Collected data
================================

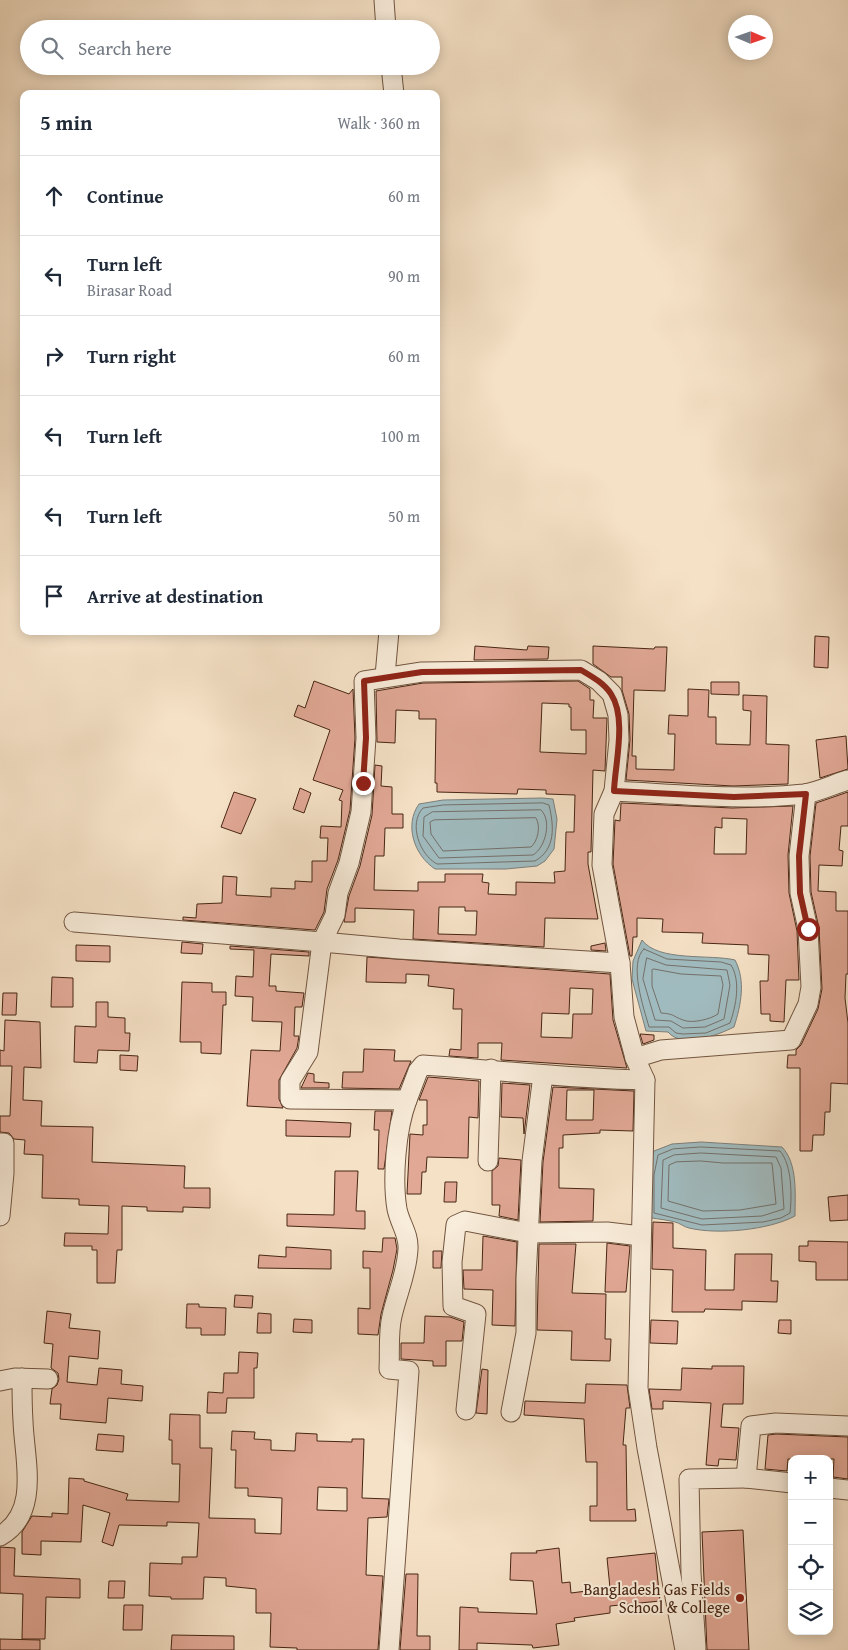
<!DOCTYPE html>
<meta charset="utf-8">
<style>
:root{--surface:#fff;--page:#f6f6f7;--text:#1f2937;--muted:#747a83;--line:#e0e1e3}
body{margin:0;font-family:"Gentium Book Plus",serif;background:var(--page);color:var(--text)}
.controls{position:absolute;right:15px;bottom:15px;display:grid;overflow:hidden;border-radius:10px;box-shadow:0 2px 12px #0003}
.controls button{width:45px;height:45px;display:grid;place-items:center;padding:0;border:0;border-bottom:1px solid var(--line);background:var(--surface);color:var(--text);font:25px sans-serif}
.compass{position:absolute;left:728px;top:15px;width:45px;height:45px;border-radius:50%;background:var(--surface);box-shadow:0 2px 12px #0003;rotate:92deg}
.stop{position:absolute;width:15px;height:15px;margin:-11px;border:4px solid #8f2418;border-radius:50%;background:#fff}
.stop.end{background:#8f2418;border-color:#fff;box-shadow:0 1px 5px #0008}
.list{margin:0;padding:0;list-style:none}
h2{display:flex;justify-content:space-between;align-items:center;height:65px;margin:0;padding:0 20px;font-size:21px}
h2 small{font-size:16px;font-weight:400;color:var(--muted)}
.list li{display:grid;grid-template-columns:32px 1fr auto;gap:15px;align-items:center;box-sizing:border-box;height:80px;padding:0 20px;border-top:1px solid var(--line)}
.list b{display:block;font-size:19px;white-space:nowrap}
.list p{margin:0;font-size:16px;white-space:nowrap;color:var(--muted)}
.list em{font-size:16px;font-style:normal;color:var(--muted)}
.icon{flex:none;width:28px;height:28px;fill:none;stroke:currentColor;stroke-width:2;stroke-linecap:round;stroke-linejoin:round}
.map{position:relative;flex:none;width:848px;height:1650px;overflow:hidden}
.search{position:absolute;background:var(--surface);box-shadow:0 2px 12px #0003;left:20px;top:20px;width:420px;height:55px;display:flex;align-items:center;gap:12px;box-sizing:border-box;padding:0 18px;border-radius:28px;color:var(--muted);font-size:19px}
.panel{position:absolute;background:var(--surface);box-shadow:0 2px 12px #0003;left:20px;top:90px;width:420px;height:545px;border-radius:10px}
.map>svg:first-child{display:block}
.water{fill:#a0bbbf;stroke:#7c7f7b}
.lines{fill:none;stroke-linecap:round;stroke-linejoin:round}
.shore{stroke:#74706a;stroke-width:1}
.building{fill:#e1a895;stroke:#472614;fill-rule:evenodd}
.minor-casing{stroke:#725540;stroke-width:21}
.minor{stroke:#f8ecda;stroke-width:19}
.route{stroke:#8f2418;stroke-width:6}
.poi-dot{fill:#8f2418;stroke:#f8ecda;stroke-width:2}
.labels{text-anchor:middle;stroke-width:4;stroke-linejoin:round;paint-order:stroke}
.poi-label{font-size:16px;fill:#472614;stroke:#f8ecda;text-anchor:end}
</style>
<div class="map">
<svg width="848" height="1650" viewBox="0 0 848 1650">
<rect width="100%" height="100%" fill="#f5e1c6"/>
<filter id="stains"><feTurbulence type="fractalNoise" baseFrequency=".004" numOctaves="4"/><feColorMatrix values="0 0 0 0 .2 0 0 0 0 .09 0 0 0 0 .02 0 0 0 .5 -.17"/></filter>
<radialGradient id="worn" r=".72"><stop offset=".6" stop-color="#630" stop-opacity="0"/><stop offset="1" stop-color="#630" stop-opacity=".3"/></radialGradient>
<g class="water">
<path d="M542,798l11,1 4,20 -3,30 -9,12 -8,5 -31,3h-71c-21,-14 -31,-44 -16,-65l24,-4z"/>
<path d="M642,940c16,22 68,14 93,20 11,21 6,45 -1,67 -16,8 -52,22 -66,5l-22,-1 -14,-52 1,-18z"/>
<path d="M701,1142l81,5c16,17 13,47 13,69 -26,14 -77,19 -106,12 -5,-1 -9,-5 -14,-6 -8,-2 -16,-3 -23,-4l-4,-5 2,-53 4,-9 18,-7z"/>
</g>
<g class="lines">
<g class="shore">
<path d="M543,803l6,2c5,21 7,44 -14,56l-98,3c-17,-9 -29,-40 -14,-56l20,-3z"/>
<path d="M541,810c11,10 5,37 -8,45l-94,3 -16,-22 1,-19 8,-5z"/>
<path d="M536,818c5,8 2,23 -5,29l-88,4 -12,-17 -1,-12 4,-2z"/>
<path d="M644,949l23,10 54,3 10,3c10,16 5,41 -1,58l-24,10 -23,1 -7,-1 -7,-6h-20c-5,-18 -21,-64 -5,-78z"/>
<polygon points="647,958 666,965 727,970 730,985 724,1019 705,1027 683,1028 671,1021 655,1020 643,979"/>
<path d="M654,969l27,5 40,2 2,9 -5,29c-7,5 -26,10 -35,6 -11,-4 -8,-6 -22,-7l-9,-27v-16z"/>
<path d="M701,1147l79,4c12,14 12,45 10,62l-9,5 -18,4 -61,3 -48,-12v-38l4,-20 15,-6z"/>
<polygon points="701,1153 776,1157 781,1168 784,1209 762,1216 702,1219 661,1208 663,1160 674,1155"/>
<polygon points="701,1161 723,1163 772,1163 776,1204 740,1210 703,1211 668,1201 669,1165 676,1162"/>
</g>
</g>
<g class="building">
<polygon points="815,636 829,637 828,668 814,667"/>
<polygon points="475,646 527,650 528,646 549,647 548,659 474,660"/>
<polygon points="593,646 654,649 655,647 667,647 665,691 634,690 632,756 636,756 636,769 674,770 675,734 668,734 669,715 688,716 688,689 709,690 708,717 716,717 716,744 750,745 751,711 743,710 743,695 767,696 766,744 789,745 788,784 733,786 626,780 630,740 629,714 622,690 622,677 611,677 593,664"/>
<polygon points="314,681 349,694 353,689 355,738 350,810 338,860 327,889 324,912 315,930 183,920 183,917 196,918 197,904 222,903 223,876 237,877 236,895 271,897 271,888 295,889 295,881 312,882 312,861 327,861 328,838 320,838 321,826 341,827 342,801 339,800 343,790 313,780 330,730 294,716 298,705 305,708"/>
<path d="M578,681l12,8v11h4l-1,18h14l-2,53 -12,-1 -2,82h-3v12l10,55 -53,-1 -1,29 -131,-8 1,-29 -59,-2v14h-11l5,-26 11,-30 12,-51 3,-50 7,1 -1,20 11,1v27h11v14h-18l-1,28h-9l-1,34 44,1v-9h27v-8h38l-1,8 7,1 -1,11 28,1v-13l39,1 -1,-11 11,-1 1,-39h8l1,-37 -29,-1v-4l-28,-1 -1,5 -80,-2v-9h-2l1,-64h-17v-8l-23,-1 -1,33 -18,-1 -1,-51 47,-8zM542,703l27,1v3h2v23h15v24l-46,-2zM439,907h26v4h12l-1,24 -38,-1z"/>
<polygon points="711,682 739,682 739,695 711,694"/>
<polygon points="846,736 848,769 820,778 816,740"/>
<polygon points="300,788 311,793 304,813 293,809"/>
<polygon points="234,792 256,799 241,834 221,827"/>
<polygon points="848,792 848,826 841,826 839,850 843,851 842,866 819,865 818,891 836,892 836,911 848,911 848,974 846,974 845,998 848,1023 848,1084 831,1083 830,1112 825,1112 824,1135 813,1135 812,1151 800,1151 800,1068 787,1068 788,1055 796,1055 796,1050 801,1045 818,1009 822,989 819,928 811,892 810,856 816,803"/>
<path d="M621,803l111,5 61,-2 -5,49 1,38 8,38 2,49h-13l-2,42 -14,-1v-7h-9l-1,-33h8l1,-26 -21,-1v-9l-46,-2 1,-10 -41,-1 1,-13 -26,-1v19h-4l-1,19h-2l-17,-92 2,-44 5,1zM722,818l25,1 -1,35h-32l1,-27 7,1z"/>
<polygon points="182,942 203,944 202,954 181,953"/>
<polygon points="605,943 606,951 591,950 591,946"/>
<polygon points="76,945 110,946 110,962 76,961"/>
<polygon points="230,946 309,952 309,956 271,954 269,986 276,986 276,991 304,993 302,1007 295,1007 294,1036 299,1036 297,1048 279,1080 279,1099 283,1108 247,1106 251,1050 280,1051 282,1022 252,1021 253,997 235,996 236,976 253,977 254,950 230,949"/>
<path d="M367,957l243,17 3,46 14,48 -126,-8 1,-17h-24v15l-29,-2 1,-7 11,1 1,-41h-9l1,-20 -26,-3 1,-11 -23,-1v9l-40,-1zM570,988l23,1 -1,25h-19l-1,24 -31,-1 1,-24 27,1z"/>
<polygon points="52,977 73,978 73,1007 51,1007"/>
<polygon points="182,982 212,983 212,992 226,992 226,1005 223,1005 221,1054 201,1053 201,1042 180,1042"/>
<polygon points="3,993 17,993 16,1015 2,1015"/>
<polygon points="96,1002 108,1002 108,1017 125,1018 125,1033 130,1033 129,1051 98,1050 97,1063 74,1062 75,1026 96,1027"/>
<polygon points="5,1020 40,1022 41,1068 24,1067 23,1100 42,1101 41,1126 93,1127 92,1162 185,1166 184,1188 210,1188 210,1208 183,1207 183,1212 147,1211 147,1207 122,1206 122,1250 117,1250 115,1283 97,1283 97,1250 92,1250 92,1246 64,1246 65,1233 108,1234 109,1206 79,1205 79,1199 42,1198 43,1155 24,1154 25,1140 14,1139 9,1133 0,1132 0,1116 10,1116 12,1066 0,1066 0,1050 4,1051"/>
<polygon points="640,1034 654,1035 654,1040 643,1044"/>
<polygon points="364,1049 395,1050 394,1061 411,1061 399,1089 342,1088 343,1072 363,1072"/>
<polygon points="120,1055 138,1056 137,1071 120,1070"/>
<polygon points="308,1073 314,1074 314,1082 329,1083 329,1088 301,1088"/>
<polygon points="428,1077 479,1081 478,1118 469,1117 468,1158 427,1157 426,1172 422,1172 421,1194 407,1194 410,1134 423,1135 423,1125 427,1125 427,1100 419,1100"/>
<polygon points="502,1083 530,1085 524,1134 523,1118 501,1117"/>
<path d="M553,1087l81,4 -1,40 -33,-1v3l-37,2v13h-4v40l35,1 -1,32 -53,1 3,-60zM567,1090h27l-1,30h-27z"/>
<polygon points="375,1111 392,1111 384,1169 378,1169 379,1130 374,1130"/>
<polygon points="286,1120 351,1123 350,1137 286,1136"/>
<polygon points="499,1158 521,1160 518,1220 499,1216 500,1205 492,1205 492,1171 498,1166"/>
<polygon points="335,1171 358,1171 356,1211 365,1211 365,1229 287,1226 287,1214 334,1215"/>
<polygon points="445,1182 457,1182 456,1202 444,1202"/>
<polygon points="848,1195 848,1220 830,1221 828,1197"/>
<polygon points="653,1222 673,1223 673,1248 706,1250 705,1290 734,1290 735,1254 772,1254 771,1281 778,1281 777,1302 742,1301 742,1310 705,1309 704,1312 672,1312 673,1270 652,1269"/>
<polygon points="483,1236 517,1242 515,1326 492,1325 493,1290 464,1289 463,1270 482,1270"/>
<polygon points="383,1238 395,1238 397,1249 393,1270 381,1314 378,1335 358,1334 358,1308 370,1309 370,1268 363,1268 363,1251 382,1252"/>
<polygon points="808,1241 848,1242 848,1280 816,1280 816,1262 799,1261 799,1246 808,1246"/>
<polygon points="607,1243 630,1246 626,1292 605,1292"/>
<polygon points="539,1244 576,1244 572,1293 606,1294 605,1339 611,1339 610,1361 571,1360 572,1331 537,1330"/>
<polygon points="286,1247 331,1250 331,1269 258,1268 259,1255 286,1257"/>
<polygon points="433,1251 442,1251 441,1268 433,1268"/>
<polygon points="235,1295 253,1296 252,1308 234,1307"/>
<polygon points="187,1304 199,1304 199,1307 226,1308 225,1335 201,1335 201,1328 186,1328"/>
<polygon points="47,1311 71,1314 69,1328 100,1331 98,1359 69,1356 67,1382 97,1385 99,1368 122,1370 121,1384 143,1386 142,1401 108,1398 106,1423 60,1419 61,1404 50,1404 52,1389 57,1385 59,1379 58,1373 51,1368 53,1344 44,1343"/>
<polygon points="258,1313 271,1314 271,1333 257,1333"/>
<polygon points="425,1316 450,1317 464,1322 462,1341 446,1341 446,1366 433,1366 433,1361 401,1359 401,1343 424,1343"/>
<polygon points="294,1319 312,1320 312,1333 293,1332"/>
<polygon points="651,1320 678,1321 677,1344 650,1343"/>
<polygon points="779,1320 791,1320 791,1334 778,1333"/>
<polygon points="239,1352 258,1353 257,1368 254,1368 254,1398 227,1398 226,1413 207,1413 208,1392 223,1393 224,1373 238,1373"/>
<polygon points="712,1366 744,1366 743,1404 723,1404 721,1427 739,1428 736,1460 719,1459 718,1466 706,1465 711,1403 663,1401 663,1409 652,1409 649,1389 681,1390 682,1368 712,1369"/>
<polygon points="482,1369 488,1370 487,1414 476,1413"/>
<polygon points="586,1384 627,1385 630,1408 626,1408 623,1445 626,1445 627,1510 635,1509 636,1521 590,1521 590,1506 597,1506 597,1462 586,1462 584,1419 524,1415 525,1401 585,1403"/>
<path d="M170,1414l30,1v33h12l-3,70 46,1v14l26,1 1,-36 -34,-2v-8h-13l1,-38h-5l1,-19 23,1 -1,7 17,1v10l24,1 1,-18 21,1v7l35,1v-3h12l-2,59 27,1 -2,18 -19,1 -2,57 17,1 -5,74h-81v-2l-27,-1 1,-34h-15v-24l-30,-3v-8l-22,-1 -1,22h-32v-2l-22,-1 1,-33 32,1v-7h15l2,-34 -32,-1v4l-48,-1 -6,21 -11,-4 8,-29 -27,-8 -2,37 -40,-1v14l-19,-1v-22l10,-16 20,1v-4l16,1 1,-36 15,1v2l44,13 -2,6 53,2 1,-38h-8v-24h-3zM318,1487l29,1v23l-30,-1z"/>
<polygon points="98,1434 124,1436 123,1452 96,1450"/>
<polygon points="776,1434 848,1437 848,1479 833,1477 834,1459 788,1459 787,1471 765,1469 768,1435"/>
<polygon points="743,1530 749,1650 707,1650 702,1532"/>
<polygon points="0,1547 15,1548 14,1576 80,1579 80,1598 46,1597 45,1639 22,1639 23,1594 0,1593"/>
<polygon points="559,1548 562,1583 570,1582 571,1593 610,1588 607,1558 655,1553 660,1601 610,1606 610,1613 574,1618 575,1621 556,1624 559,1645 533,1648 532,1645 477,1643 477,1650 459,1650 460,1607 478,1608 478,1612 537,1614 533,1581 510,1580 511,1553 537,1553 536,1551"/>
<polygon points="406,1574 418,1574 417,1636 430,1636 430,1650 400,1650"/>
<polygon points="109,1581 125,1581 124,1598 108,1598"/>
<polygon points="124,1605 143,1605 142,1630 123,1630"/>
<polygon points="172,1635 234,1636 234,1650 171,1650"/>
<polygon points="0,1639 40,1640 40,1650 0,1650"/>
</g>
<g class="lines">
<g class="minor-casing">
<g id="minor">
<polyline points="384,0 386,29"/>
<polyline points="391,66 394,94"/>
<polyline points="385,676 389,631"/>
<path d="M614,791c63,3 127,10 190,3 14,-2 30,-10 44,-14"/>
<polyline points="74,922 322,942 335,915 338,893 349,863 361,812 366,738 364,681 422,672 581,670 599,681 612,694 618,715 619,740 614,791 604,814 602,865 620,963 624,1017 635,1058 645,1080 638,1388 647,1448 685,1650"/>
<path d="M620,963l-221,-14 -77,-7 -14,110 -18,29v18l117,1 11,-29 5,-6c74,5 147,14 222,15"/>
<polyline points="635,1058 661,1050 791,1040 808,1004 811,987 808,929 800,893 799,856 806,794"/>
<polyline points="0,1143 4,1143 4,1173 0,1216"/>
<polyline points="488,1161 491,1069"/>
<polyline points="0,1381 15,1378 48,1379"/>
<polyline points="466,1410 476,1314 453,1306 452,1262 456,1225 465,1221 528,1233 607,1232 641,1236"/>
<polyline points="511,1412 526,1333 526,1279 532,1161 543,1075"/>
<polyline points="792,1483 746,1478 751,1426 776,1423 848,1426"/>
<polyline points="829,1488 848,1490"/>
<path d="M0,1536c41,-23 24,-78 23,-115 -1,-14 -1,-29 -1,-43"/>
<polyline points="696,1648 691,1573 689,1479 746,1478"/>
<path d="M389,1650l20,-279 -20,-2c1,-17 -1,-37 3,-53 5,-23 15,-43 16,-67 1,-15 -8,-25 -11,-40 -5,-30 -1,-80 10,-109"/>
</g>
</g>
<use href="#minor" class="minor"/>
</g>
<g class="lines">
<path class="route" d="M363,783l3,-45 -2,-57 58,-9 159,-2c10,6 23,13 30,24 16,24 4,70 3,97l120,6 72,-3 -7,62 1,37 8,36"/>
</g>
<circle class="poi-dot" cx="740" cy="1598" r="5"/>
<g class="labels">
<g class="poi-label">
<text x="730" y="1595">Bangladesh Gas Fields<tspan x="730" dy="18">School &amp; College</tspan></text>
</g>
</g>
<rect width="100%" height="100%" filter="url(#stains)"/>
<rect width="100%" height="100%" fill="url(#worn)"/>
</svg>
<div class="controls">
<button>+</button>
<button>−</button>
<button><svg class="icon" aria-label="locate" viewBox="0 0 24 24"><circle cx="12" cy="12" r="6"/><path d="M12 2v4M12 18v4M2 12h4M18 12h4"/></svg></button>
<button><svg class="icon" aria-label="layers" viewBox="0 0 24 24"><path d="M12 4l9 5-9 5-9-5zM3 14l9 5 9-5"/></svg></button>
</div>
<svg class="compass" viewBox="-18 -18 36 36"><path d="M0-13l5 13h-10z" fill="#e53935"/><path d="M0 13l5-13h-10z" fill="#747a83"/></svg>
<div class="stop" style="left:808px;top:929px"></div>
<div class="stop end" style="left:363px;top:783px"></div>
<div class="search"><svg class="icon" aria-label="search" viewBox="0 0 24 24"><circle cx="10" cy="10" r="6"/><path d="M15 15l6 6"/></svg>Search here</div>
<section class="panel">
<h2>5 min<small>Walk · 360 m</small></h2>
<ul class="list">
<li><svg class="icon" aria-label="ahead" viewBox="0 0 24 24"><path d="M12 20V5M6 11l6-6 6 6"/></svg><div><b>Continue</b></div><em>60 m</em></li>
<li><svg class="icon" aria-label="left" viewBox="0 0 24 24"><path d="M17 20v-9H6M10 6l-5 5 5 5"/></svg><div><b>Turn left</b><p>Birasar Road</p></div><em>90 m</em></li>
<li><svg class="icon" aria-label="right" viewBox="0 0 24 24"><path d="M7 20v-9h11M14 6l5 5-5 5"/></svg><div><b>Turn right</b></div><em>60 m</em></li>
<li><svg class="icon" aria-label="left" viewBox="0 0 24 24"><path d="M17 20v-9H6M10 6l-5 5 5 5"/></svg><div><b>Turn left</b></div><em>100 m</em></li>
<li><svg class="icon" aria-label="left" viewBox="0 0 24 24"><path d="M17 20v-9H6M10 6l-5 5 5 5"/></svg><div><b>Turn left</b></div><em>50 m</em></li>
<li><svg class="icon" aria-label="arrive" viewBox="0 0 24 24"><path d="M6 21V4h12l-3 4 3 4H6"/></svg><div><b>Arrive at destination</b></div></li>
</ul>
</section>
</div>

================================

Work required —
Find each line of the data above that holds the word "compass", then copy it.

Completed task —
.compass{position:absolute;left:728px;top:15px;width:45px;height:45px;border-radius:50%;background:var(--surface);box-shadow:0 2px 12px #0003;rotate:92deg}
<svg class="compass" viewBox="-18 -18 36 36"><path d="M0-13l5 13h-10z" fill="#e53935"/><path d="M0 13l5-13h-10z" fill="#747a83"/></svg>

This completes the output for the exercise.